» Records provided
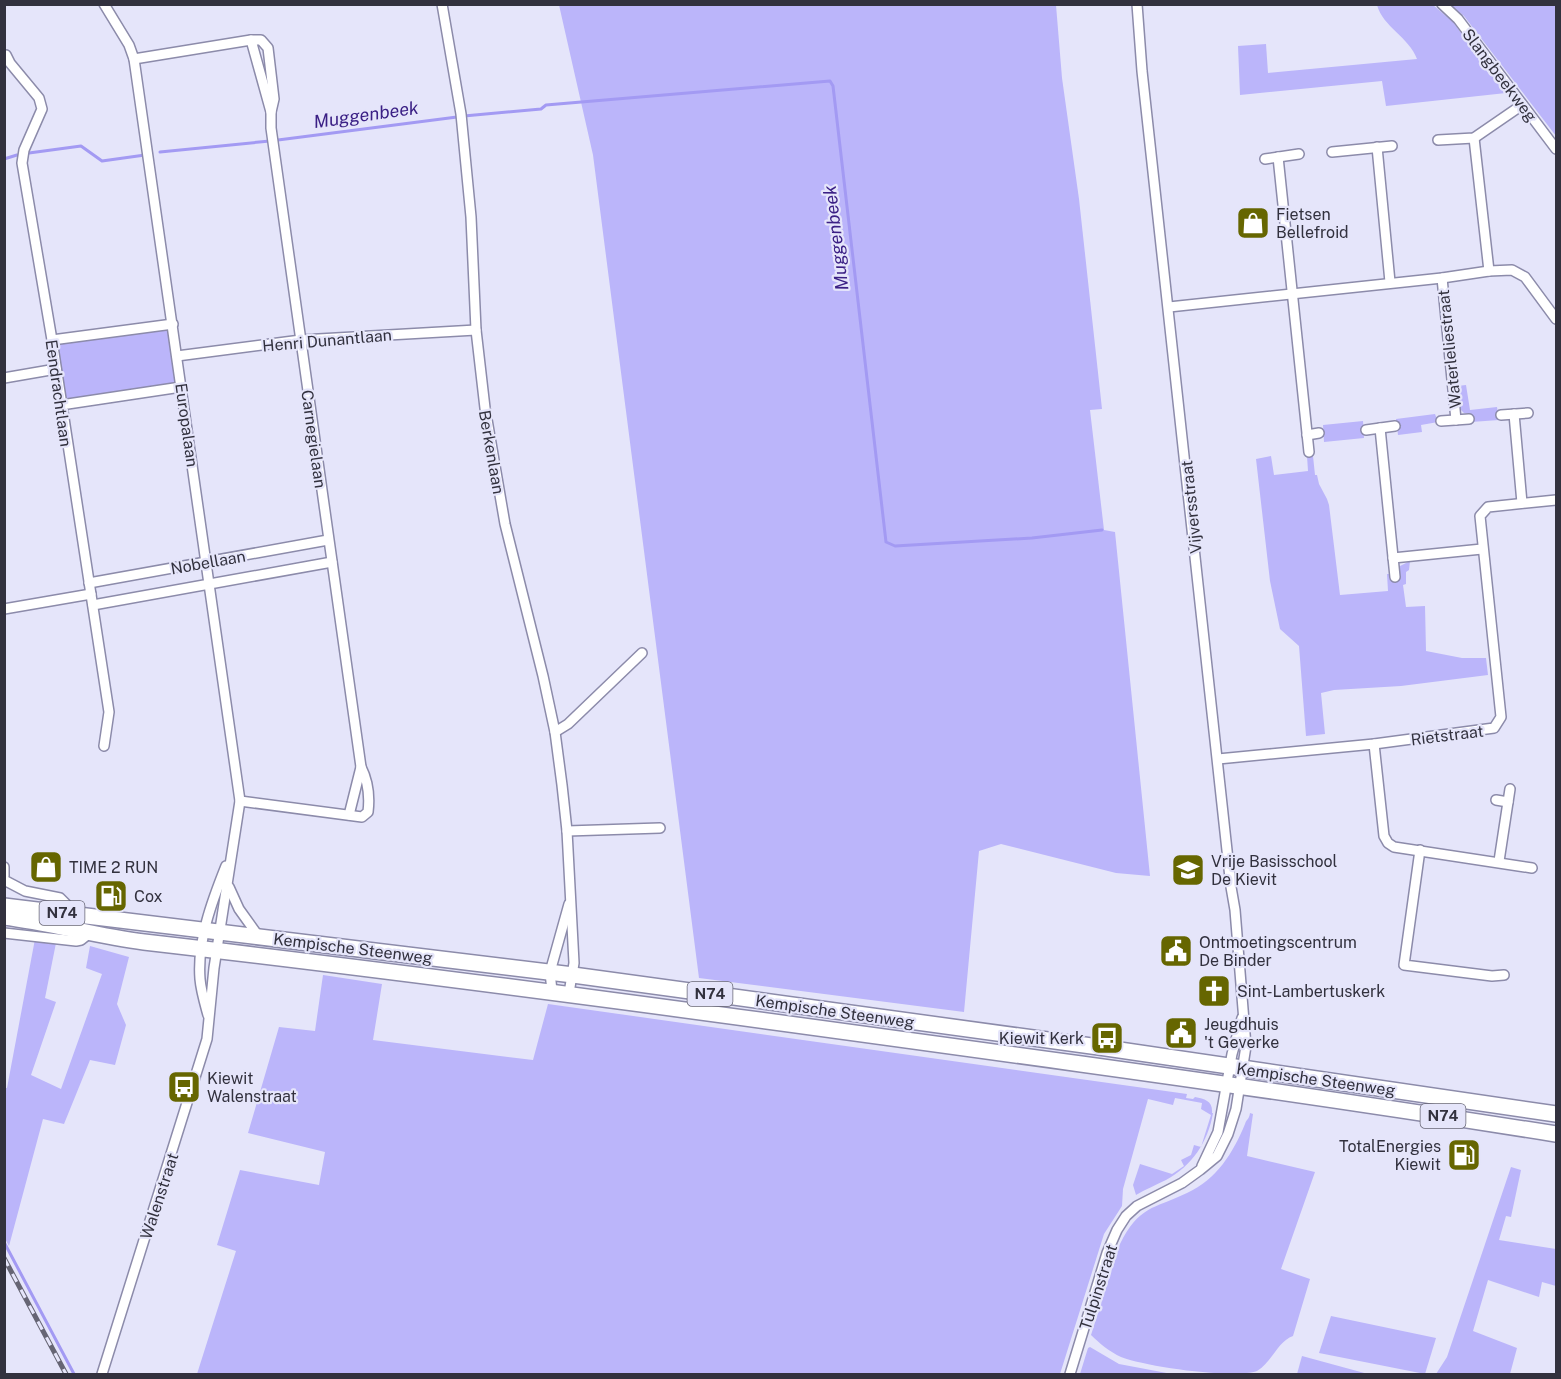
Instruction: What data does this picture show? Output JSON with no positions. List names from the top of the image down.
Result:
{
  "streets": {
    "main road": ["N74", "Kempische Steenweg"],
    "street": [
      "Slangbeekweg",
      "Henri Dunantlaan",
      "Waterleliestraat",
      "Eendrachtlaan",
      "Europalaan",
      "Carnegielaan",
      "Berkenlaan",
      "Vijversstraat",
      "Nobellaan",
      "Rietstraat",
      "Walenstraat",
      "Tulpinstraat"
    ]
  },
  "crossings": [
    ["Henri Dunantlaan", "Europalaan"],
    ["Henri Dunantlaan", "Carnegielaan"],
    ["Henri Dunantlaan", "Berkenlaan"],
    ["Waterleliestraat", "Vijversstraat"],
    ["Eendrachtlaan", "Nobellaan"],
    ["Europalaan", "Nobellaan"],
    ["Europalaan", "Kempische Steenweg"],
    ["Europalaan", "Walenstraat"],
    ["Carnegielaan", "Nobellaan"],
    ["Berkenlaan", "Kempische Steenweg"],
    ["Vijversstraat", "Rietstraat"],
    ["Vijversstraat", "Kempische Steenweg"],
    ["Vijversstraat", "Tulpinstraat"],
    ["Kempische Steenweg", "Walenstraat"],
    ["Kempische Steenweg", "Tulpinstraat"]
  ],
  "water": ["Muggenbeek"],
  "places": {
    "shop": ["Fietsen Bellefroid", "TIME 2 RUN"],
    "school or university": ["Vrije Basisschool De Kievit"],
    "fuel station": ["Cox", "TotalEnergies Kiewit"],
    "public building": ["Ontmoetingscentrum De Binder", "Jeugdhuis 't Geverke"],
    "church": ["Sint-Lambertuskerk"],
    "bus stop": ["Kiewit Kerk", "Kiewit Walenstraat"]
  }
}
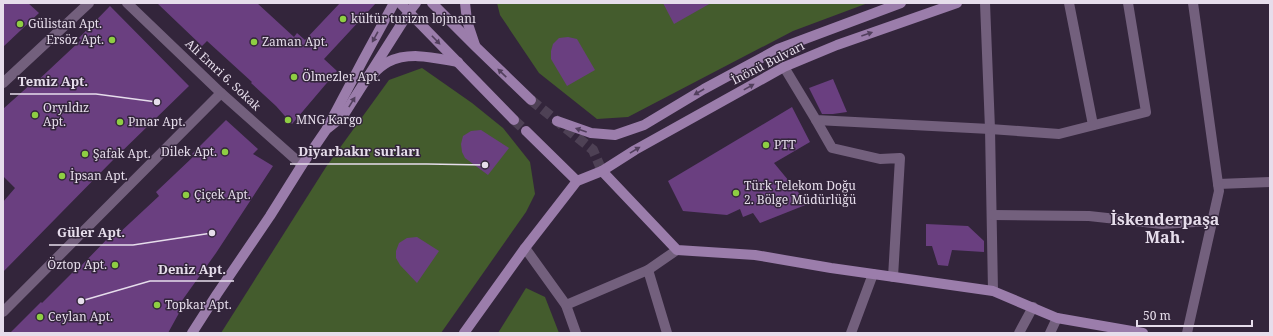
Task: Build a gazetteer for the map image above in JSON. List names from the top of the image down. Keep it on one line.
{"streets":{"main road":["İnönü Bulvarı"],"street":["Ali Emri 6. Sokak"]},"districts":["İskenderpaşa Mah."],"places":["kültür turizm lojmanı","Gülistan Apt.","Ersöz Apt.","Zaman Apt.","Ölmezler Apt.","Temiz Apt.","Oryıldız Apt.","MNG Kargo","Pınar Apt.","PTT","Dilek Apt.","Şafak Apt.","Diyarbakır surları","İpsan Apt.","Türk Telekom Doğu 2. Bölge Müdürlüğü","Çiçek Apt.","Güler Apt.","Öztop Apt.","Deniz Apt.","Topkar Apt.","Ceylan Apt."],"scale_bar":"50 m"}
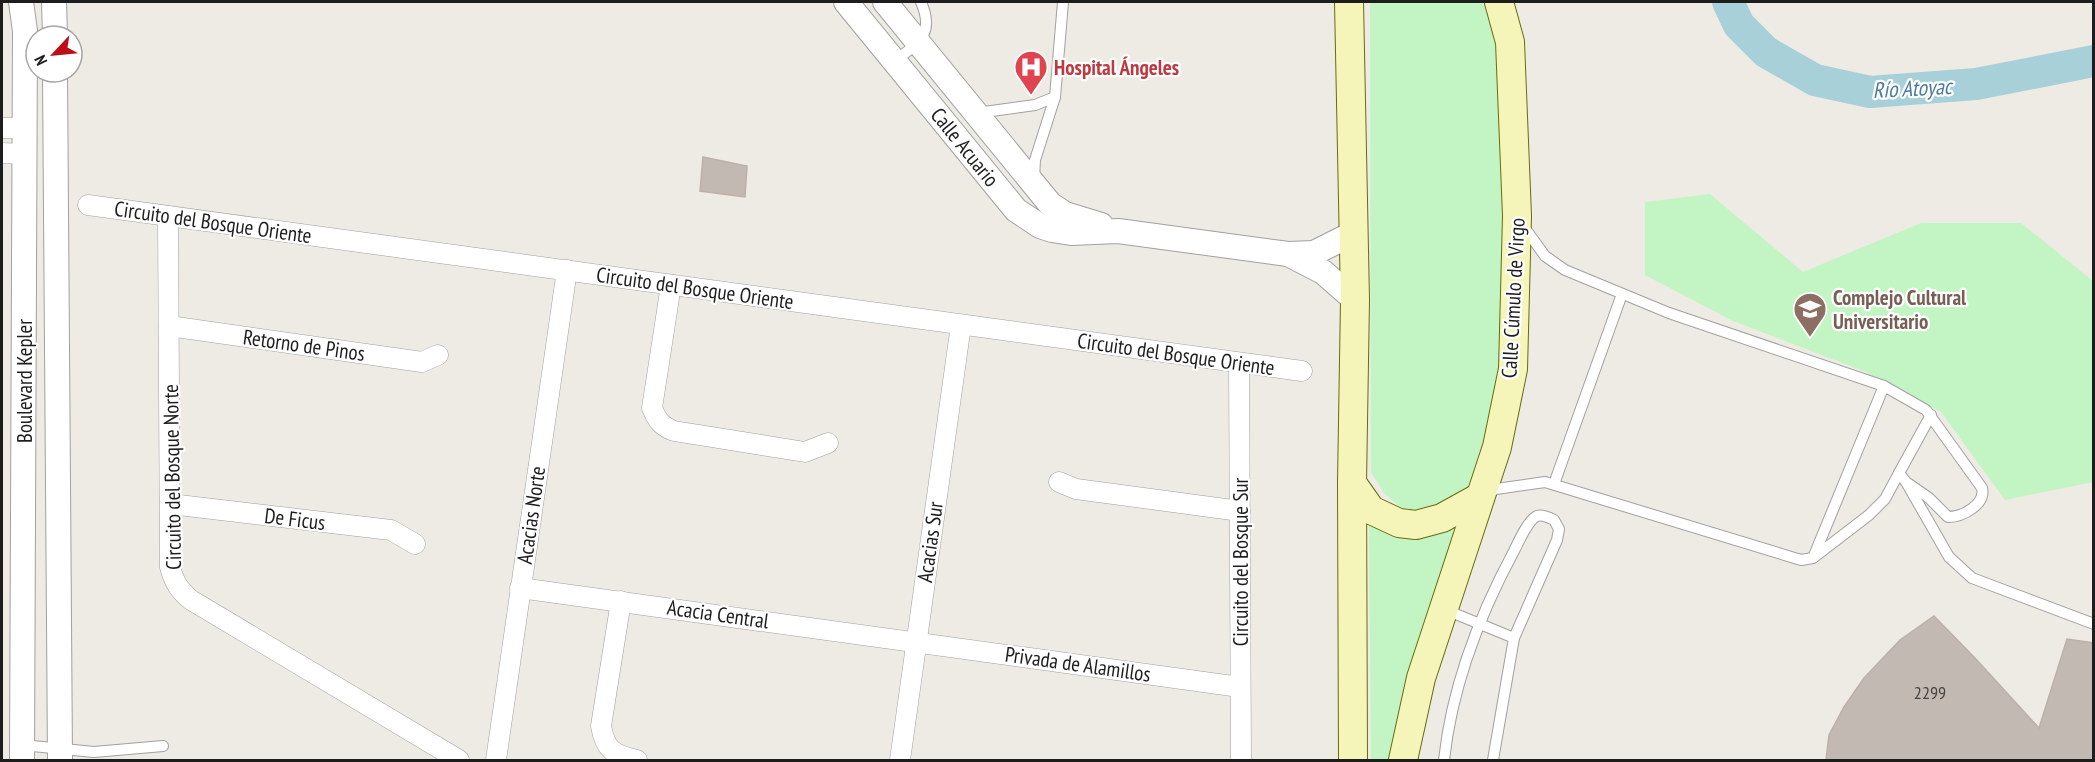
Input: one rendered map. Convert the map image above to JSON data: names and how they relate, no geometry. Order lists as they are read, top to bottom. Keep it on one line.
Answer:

» Work to complete
The answer consists of every line above in which the word "data" occurs.

» Reply
Instruction: What data does this picture show? Output JSON with no positions. List names from the top of the image down.
Input: one rendered map. Convert the map image above to JSON data: names and how they relate, no geometry. Order lists as they are read, top to bottom. Keep it on one line.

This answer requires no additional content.